> **Data**:
▬▬▬▬▬▬▬▬▬▬

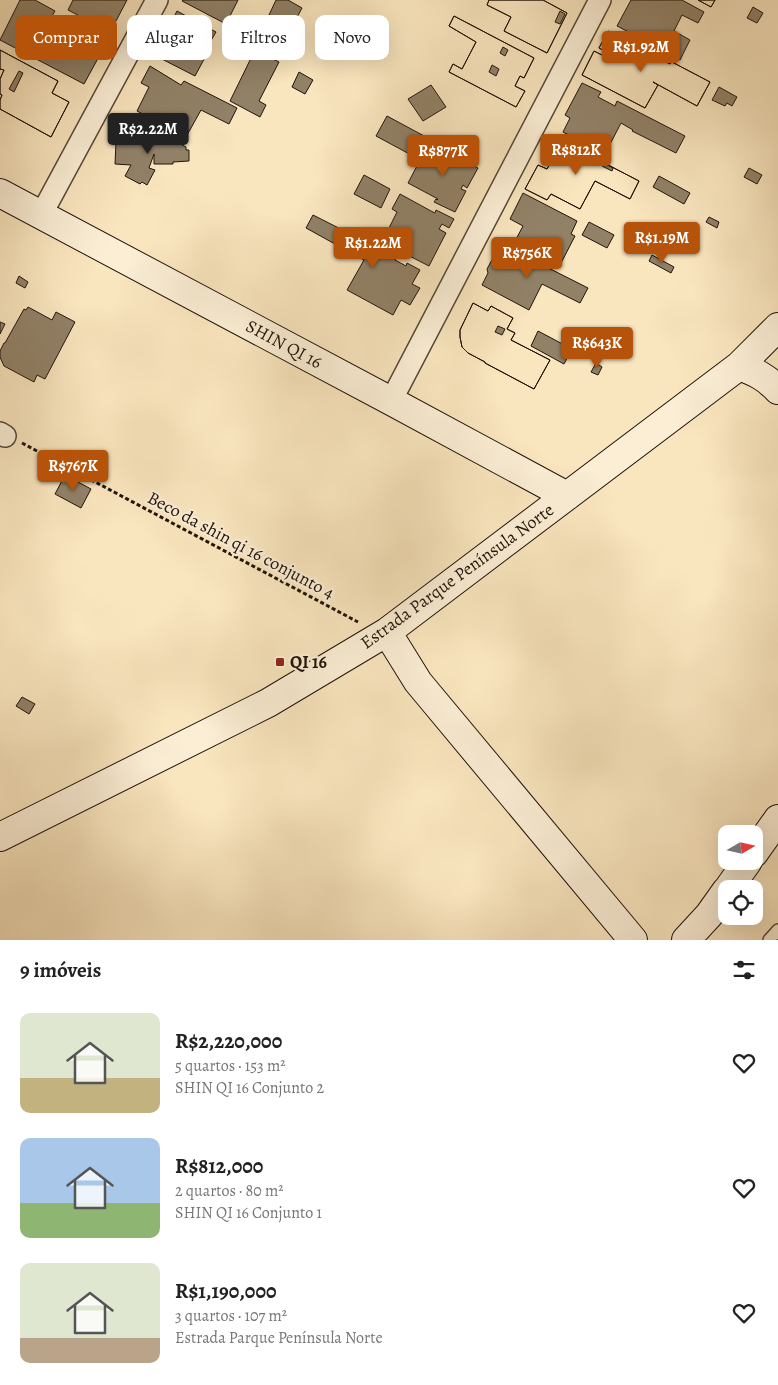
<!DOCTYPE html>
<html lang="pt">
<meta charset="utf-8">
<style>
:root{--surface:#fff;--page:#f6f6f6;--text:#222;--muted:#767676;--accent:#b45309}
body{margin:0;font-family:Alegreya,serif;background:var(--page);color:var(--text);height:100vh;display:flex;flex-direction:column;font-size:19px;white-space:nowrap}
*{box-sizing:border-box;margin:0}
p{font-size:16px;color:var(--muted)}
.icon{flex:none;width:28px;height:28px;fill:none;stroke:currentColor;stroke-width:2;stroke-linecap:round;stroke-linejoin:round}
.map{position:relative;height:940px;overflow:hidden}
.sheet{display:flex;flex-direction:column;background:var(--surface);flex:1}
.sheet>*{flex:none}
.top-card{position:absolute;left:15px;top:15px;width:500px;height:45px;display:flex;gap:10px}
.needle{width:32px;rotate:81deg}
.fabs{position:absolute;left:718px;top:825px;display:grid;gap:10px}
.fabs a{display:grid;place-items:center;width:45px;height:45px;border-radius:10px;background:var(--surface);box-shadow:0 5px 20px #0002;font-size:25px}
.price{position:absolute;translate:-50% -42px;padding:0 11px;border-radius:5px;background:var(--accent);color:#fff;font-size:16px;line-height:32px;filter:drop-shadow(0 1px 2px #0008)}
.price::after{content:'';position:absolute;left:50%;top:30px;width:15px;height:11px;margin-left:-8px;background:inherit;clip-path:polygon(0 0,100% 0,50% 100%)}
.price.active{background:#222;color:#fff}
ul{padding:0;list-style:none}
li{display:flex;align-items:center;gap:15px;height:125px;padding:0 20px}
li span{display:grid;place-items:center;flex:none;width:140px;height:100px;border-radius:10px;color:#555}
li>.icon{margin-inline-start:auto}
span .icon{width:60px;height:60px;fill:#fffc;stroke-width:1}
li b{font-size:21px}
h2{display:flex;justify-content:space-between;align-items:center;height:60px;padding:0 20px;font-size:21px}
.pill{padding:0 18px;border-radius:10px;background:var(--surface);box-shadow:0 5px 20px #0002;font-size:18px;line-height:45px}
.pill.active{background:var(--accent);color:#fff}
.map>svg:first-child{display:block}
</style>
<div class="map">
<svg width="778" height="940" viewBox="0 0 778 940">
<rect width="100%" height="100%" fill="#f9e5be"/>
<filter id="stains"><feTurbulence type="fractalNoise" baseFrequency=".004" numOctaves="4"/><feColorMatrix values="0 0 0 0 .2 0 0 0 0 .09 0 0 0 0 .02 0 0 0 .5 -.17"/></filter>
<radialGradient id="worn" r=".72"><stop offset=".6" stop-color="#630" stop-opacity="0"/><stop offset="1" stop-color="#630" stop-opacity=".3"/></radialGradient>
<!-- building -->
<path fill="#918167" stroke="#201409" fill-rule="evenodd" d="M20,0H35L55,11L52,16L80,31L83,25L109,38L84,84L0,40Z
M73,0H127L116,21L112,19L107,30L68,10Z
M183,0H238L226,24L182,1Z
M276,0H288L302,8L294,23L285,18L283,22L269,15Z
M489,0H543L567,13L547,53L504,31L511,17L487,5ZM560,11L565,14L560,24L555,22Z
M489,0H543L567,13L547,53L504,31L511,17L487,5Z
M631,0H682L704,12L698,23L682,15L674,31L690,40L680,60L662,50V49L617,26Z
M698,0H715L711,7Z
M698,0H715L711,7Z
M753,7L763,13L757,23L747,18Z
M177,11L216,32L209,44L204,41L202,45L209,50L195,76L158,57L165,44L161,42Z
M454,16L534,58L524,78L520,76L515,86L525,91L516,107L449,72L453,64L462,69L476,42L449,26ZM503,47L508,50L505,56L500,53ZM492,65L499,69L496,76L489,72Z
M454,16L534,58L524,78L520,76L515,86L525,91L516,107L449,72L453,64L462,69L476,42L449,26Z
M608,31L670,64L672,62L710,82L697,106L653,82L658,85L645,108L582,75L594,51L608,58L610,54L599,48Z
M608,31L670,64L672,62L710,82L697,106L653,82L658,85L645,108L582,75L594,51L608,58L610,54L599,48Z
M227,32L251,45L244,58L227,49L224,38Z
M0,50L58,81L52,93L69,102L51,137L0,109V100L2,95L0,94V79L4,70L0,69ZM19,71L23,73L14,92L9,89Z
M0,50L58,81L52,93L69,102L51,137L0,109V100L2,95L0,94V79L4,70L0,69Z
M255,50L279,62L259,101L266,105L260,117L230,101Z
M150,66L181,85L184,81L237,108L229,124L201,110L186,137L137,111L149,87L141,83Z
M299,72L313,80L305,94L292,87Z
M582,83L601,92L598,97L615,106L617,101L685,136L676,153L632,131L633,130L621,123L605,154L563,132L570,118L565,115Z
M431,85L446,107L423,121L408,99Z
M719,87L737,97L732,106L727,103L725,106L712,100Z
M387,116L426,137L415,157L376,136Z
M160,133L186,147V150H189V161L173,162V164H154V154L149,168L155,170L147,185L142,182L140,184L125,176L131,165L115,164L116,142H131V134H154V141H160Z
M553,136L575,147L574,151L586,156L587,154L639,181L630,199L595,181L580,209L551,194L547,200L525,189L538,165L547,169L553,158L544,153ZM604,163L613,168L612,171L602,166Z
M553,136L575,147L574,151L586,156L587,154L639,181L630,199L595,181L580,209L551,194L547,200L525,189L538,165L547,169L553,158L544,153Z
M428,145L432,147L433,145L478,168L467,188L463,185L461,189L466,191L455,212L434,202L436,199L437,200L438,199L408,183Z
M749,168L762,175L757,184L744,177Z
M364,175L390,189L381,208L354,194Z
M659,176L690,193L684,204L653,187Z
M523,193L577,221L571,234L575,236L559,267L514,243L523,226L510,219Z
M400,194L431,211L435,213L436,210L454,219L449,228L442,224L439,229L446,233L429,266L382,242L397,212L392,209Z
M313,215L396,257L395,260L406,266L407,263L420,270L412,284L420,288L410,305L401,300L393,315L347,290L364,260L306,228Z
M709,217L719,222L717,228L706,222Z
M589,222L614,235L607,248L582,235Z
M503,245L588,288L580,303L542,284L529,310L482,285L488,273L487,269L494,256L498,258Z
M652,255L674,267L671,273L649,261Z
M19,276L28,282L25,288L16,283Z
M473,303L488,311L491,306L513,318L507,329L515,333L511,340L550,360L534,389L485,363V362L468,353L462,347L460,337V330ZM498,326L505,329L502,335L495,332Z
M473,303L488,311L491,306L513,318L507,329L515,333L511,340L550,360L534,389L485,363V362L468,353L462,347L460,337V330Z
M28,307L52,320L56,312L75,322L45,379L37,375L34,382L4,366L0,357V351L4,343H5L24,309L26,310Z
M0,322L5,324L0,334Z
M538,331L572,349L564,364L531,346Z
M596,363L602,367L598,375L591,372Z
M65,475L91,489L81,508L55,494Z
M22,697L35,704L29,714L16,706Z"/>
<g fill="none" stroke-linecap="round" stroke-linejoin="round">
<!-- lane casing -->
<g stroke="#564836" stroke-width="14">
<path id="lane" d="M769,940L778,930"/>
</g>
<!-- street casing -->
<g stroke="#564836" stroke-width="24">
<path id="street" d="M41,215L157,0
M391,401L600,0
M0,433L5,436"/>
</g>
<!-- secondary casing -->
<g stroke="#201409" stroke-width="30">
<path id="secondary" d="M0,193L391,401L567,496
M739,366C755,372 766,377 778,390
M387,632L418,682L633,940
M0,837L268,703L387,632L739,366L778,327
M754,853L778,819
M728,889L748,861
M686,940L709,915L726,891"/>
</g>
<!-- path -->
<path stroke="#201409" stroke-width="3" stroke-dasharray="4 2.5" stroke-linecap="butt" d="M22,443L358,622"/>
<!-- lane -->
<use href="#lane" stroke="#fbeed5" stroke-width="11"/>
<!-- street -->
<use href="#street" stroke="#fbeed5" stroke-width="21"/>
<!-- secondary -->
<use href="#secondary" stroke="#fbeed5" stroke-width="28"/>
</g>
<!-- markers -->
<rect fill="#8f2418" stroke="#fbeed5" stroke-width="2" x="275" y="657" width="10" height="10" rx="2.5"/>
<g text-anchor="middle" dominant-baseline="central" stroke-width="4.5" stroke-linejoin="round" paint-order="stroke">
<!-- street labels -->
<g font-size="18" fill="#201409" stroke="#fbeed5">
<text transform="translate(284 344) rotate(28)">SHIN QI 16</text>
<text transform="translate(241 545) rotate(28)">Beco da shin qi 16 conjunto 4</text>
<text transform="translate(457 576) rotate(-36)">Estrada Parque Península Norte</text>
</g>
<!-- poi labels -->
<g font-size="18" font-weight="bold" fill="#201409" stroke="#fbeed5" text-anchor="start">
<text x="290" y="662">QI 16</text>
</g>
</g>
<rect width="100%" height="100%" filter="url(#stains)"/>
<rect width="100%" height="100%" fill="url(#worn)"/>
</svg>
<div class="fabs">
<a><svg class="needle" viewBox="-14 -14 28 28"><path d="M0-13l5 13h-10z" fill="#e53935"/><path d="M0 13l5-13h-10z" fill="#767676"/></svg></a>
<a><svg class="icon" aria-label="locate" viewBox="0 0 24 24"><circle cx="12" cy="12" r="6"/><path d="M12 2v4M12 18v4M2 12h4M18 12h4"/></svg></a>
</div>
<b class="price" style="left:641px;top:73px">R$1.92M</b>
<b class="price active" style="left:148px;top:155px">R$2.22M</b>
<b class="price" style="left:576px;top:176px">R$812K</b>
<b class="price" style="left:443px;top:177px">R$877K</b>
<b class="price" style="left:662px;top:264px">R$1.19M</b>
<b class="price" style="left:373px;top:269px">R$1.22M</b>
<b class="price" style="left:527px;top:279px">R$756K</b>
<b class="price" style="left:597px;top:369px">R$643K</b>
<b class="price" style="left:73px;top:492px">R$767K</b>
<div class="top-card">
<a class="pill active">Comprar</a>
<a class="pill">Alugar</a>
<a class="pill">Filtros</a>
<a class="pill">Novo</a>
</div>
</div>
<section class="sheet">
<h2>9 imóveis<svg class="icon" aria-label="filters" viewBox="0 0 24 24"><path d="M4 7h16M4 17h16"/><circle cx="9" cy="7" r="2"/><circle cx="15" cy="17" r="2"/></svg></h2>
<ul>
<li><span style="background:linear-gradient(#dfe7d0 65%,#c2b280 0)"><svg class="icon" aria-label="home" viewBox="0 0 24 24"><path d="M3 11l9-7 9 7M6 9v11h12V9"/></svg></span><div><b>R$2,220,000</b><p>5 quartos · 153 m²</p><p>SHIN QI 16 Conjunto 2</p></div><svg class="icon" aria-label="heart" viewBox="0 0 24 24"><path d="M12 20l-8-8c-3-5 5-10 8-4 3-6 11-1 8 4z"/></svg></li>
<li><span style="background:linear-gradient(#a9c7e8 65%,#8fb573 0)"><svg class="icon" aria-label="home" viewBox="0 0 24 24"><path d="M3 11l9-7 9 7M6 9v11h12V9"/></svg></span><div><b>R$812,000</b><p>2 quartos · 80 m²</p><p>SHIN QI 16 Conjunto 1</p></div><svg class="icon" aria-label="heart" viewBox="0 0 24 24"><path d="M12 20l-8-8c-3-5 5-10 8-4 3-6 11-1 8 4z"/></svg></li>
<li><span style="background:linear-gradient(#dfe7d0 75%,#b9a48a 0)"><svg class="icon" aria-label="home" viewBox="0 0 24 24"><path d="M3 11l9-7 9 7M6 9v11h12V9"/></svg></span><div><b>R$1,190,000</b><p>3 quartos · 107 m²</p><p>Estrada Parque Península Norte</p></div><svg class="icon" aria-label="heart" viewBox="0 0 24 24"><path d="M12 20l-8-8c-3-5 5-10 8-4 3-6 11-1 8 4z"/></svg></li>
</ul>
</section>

▬▬▬▬▬▬▬▬▬▬

> **Required action**: If a line in the data contains the string "column", copy it.

> **Problem solution**:
body{margin:0;font-family:Alegreya,serif;background:var(--page);color:var(--text);height:100vh;display:flex;flex-direction:column;font-size:19px;white-space:nowrap}
.sheet{display:flex;flex-direction:column;background:var(--surface);flex:1}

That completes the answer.